Yes, the characters in my play swear. They say fuck and shit and gd-damn. They don’t swear a lot. They aren’t inventive or startling in their profanity, but they speak modern English, and they are under tremendous strain, so they swear a bit. The rector asked for the removal only of the word that begins with an f (second letter uck), which was mostly not a big deal. There were nine instances, altogether; five of them were in Satan’s visit to Ishmael, one was in the phrase fucked up, two were fucking used as an intensifier, and one was an interjection. One of the intensifiers was actually difficult, as it was a sort of sudden outburst of intensity, such as people denote with the use of a profane intensifier, so I wound up with a sort of inarticulate groping for words rather than the blurting of profanity. I prefer the profanity, but it won’t wreck the play. None of the individual instances in Satan’s dialogue were difficult to expunge, but I was a trifle concerned about the cumulative effect. Still, it’s a church. And the rector is (for all intents and purposes) the producer. And I’ve got the file with the fucks in it, for if we ever put it on in a theater.

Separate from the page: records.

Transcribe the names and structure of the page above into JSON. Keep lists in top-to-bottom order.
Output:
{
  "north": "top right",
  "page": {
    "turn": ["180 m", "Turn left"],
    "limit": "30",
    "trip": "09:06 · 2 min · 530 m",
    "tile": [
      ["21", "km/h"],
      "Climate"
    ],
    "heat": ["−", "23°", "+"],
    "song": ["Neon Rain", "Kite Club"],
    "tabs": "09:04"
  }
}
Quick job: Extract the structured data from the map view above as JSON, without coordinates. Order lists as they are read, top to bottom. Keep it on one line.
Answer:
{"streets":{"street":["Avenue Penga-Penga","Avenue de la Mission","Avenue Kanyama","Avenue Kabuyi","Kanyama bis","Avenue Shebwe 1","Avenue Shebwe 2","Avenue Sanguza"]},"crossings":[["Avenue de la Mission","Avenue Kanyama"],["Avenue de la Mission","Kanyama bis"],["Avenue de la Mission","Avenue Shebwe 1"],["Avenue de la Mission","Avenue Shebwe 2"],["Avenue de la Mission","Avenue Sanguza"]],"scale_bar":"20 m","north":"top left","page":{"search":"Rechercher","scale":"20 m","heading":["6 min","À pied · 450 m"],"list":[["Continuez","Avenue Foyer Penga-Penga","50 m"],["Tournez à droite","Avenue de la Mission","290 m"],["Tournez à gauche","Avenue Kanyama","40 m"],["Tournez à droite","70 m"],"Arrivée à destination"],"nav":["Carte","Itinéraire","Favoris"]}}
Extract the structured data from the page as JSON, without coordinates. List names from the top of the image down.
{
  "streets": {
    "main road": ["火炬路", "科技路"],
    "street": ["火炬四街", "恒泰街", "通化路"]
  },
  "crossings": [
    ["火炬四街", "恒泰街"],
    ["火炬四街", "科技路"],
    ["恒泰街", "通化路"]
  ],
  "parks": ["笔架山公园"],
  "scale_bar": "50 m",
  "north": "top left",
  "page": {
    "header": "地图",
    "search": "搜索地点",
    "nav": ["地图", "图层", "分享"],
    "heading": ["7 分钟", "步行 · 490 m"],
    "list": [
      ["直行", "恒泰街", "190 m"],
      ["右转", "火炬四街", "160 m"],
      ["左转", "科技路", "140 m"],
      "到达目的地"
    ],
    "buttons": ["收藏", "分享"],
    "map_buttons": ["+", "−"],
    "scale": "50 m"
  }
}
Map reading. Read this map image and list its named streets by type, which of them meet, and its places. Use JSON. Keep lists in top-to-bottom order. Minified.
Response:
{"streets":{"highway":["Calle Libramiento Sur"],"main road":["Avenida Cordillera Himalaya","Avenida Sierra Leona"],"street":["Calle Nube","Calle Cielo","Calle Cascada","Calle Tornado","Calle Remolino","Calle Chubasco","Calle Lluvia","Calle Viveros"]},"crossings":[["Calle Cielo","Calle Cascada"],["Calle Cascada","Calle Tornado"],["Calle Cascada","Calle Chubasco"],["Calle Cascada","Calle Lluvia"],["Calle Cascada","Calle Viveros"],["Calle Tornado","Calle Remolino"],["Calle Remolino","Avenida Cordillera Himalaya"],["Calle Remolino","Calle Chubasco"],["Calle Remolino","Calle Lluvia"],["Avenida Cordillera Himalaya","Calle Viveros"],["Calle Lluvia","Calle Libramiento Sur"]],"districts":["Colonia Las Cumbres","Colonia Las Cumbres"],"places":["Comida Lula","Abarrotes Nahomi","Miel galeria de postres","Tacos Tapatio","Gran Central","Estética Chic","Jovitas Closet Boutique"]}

In fact, my Dear Director, after re-reading the thing, decided that under the circumstances, and with the audience that will come to a church to see a play based on Scripture, we risk losing them to the distraction of their own reaction to the one that starts with an s and the one that starts with a Name of the Divine. So. Out they go. This is substantially harder. I should point out that my Dear Director did not say that the (mildish) profanity was bad, or that it wouldn’t work in another situation, just that her sense of the audience is that they will find it easier to focus on the play, the characters and the situation and all, if they aren’t startled by hearing Bad Words in Church. I could argue, but (and I think I have said this here before), she has much, much, much better judgment than I do for what Works. And what Works is what will work with that specific crowd in the specific circumstances. So, out they go.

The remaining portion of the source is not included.